Long-distance avant-pop partnership bears fruits...

Søren Lorensen is the project of Matt Hales (who also works as Aqualung) and former Goldfrapp string-man Davide Rossi; between them they have chalked up some impressive gigs working with the likes of Coldplay and Lianne La Havas to more experimental pioneers like Stockhausen or Eno & Fripp.

The group name is taken (with a slight alteration) from kids TV show Charlie & Lola; Soren Lorenson being the imaginary friend of Lola. The cartoon's creator, Lauren Child, was even drafted in to draw the album artwork. Ostensibly, they chose the name because Hales’ children where obsessively watching it, but it does make you wonder if they have felt a bit like invisible people on some of the hugely successful projects they’ve been a part of.

‘Lake Constance’ was made largely remotely between the UK (Hales) and Copenhagen (Rossi), which is something we may well be seeing a lot more fin the coming year as the c-word continues to keep us all locked indoors. Will the next musical movement be dubbed WeTransfer-wave? You heard it here first.

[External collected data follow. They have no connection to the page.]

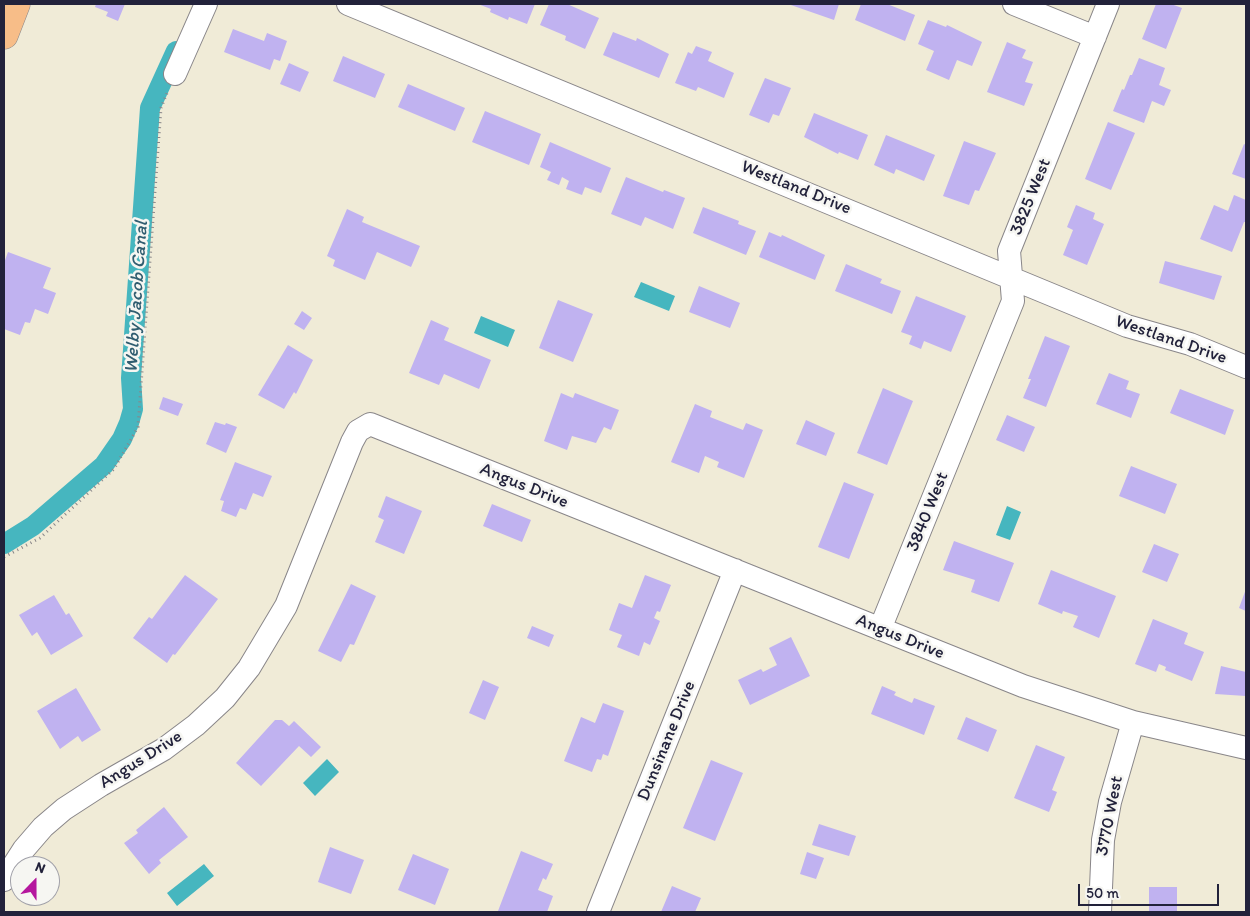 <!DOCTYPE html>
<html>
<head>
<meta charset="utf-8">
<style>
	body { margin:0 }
	#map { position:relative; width:1250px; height:916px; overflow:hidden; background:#f0ebd7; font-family:Itim,sans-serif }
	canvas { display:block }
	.frame { position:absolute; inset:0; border:5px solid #22223b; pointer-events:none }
	.north { position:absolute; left:10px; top:856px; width:50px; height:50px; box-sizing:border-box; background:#f6f6f2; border:1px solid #a1a1a9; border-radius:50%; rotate:22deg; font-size:14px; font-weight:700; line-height:20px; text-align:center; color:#22223b }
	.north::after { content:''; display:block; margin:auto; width:18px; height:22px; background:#b5179e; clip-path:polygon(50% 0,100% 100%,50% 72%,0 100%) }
	.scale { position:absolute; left:1078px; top:884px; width:141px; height:22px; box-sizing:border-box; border:2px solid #22223b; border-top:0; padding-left:6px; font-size:15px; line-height:18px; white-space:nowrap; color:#22223b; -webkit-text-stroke:4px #f6f6f2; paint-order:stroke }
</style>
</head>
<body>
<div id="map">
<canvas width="1250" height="916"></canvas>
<div class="frame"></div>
<div class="north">N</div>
<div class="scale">50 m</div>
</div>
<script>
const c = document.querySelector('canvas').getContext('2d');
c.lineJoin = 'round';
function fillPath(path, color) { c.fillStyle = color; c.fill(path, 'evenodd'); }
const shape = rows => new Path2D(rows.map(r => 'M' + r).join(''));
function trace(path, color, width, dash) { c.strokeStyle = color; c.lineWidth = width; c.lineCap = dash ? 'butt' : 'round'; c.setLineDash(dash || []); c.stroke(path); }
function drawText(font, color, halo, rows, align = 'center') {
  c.font = font + ' Itim,sans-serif'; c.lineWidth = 5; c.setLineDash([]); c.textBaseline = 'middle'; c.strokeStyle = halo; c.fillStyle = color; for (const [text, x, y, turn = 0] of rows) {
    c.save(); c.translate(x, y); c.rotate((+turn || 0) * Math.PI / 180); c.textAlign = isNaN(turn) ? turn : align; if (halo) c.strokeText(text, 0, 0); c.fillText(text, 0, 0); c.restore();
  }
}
const water = shape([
	[641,282,675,296,669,311,634,297],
	[481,316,515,330,508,347,474,333],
	[1007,506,1021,512,1010,540,996,535],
	[327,759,339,772,315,796,303,783],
	[204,864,214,876,177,906,167,893]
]);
const canal = shape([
	[4,544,33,526,104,465,122,439,129,423,133,409,131,378,150,108,176,51]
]);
const building = shape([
	[96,4,125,4,118,21,106,16,108,12,95,7],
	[478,4,535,4,527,24,509,17,508,20,490,12,491,9],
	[549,4,567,4,599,18,585,49,565,40,566,36,540,25],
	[788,4,839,4,834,20],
	[861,4,887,4,915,15,905,41,855,20],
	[1156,4,1171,4,1182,8,1166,49,1142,39],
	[928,20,946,27,947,25,982,42,972,66,957,60,949,80,926,70,934,51,918,44],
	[233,29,264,41,267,33,287,41,280,61,274,59,270,70,224,52],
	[613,32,636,41,637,38,669,54,659,78,603,55],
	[1007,42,1026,50,1022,58,1033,62,1025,82,1033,84,1024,106,987,92],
	[696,46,712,52,708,61,734,73,724,98,698,87,696,91,675,83,688,52,692,54],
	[343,56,385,74,375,98,333,81],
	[1139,58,1165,68,1159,85,1171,90,1164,106,1152,101,1144,123,1113,111,1122,89,1124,90,1130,75,1132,75],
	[289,63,309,72,300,92,280,84],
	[765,78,791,88,779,116,773,114,769,123,749,115],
	[408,84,465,108,455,131,398,107],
	[485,111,541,134,529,165,472,142],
	[814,113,868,135,858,160,839,152,838,154,804,137],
	[1108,122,1135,133,1111,190,1085,179],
	[886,135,935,155,924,181,896,169,894,174,874,165],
	[964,141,996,153,979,191,975,190,969,205,943,196],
	[550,142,611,168,601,193,585,187,582,195,566,189,569,181,562,177,559,185,547,180,551,172,540,167],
	[1244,144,1246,145,1246,179,1232,174],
	[626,177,663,192,664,190,685,198,673,229,645,217,641,226,611,214],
	[1234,195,1246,200,1246,222,1244,222,1232,252,1200,239,1214,205,1228,211],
	[1076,205,1095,213,1093,219,1104,224,1087,265,1063,255,1073,230,1067,227],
	[703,207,739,221,738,224,756,231,746,255,693,233],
	[347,209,364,217,362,222,420,246,411,267,377,252,365,280,333,266,335,260,327,256],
	[769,232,781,237,782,235,825,255,815,280,759,257],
	[8,252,51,268,43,288,56,293,48,314,35,309,30,323,25,322,20,335,4,329,4,263],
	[1165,261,1222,276,1214,300,1159,283],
	[846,264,882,279,880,283,901,291,892,314,835,291],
	[699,286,740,303,730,328,689,312],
	[916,296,966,316,951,352,924,341,921,349,909,344,912,336,901,332],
	[558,300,593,314,573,362,539,348],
	[302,311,312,318,304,330,294,324],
	[431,320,449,328,444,340,491,360,479,389,444,374,439,385,409,373],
	[1045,336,1070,346,1046,407,1023,398,1031,379,1028,379],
	[288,345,313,360,296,394,294,392,284,409,258,395],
	[1109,373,1129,381,1126,389,1140,394,1131,418,1096,404],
	[883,388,913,401,887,465,857,453],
	[1180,389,1234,410,1225,435,1170,413],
	[561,393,573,398,575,393,619,410,611,430,604,427,596,443,572,436,567,450,544,441],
	[163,397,183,404,178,416,159,409],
	[695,404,712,411,710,417,743,430,746,423,763,430,744,478,717,467,719,462,705,456,699,473,671,462],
	[1007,415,1035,427,1024,452,996,440],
	[806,420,835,433,826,456,796,444],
	[215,422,225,425,226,423,237,427,226,453,206,444],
	[235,462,272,476,263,497,253,493,246,510,240,508,236,517,221,511,224,501,220,500],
	[1131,466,1177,484,1165,514,1119,496],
	[844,482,874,494,849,559,818,547],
	[386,496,422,511,404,554,375,542,384,520,378,517],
	[492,504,531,520,522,542,483,526],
	[954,541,1014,563,999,602,971,592,975,580,943,570],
	[1154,544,1179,554,1167,582,1142,572],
	[1051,570,1116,596,1099,638,1073,627,1078,616,1063,611,1062,614,1038,604],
	[185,575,218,599,175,655,173,654,167,663,133,638,149,617,152,619],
	[645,575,671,585,660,612,657,611,654,618,660,621,650,645,644,642,639,656,617,647,622,635,609,630,619,603,632,608],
	[351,584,376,596,354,645,350,644,341,662,318,651],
	[1246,589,1246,611,1239,608],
	[54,595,66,615,69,613,83,636,51,655,37,632,32,636,19,615],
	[1153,619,1188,633,1184,644,1204,652,1192,681,1165,670,1166,667,1159,664,1156,672,1135,664],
	[532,626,554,635,549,647,527,638],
	[791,637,810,676,750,705,738,680,761,669,763,672,777,665,769,648],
	[1221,666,1246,672,1246,696,1215,694],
	[483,680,499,687,485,720,469,713],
	[882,686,896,692,894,695,912,703,914,698,935,706,924,735,871,714],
	[76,688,101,730,82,742,78,736,60,749,37,711],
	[603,703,624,711,608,756,603,754,601,760,597,759,592,772,564,761,581,717,595,723],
	[966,717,997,730,988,752,957,739],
	[275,720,282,720,289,726,294,721,321,747,311,757,299,746,261,786,236,763],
	[1036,745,1065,757,1052,790,1057,792,1049,812,1014,798],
	[711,760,743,773,715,841,683,828],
	[164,807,188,837,159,860,161,863,149,874,124,843,138,833,136,830],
	[819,824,856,836,849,856,812,845],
	[330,847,364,860,351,894,318,882],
	[521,851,553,864,546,880,543,878,538,890,553,896,547,912,498,911],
	[807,852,824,858,816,879,800,874],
	[413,854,449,869,435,905,398,890],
	[672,886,701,898,695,912,661,912],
	[1149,887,1177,887,1177,912,1149,912]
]);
const path = shape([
	[4,557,40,538,114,469,138,427,161,108,167,93]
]);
const minor = shape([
	[348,4,1127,326,1190,344,1246,367],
	[1014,4,1095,37],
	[175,74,206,4],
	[880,629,1013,301,1009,251,1108,4],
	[4,880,24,849,43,827,64,809,101,785,164,749,196,725,225,698,249,668,286,606,352,442,358,431,370,424,1023,686,1133,722,1246,748],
	[598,912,735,570],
	[1100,912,1103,840,1110,802,1133,722]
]);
const major = shape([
	[4,35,16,4]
]);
const streetNames = [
	["Westland Drive",796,188,22],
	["3825 West",1031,197,-68],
	["Westland Drive",1171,340,19],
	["Angus Drive",524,486,22],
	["3840 West",928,512,-68],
	["Angus Drive",900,637,22],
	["Dunsinane Drive",667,741,-68],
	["Angus Drive",141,760,-32],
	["3770 West",1110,816,-79]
];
const waterNames = [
	["Welby Jacob Canal",137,297,-86]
];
fillPath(water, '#46b6bf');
trace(canal, '#46b6bf', 20);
fillPath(building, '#c0b2f0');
trace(minor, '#898689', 24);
trace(major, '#898689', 29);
trace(path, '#898689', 3, [1, 4]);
trace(minor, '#fff', 22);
trace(major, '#f7bd88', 28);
drawText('18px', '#22223b', '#f6f6f2', streetNames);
drawText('italic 19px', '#305d70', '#f6f6f2', waterNames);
</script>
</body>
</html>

‘Lake Constance’ opens with the Steve Reich-lite 'Furrows', where propulsive strings are punctuated by a syncopated bass throb and piano chords until they all make way for a breathy vocal line. It pairs well with ‘Escape Goat’; a similarly abstract cut, but with more emphasis on the electronic, glitchy production until some graceful filtering allows the strings that do emerge to really drive home.

Elsewhere, on ‘Swallow’ and ‘Dead Disco’ Hales shows he can still pull off a pop moment, albeit in a very downbeat manner. Better still are the back-to-back ‘Time Machine’ and ‘Growing Up Grey In A Black And White World’ where Hales has wrapped his songwriting superbly in Rossi’s emotive string arrangements – indeed, it’s reminiscent of The Notwist’s finer moments.

The ambition of the project is admirable, even if there are times where the strings become a bit dense, or the pair don’t gel as naturally - ‘Bones’ is a bit much, and ‘Dirty Threes’ doesn’t quite satisfy - there are genuinely tender moments that seem destined to expose loneliness, and it feels like both musicians have enjoyed the freedom to explore.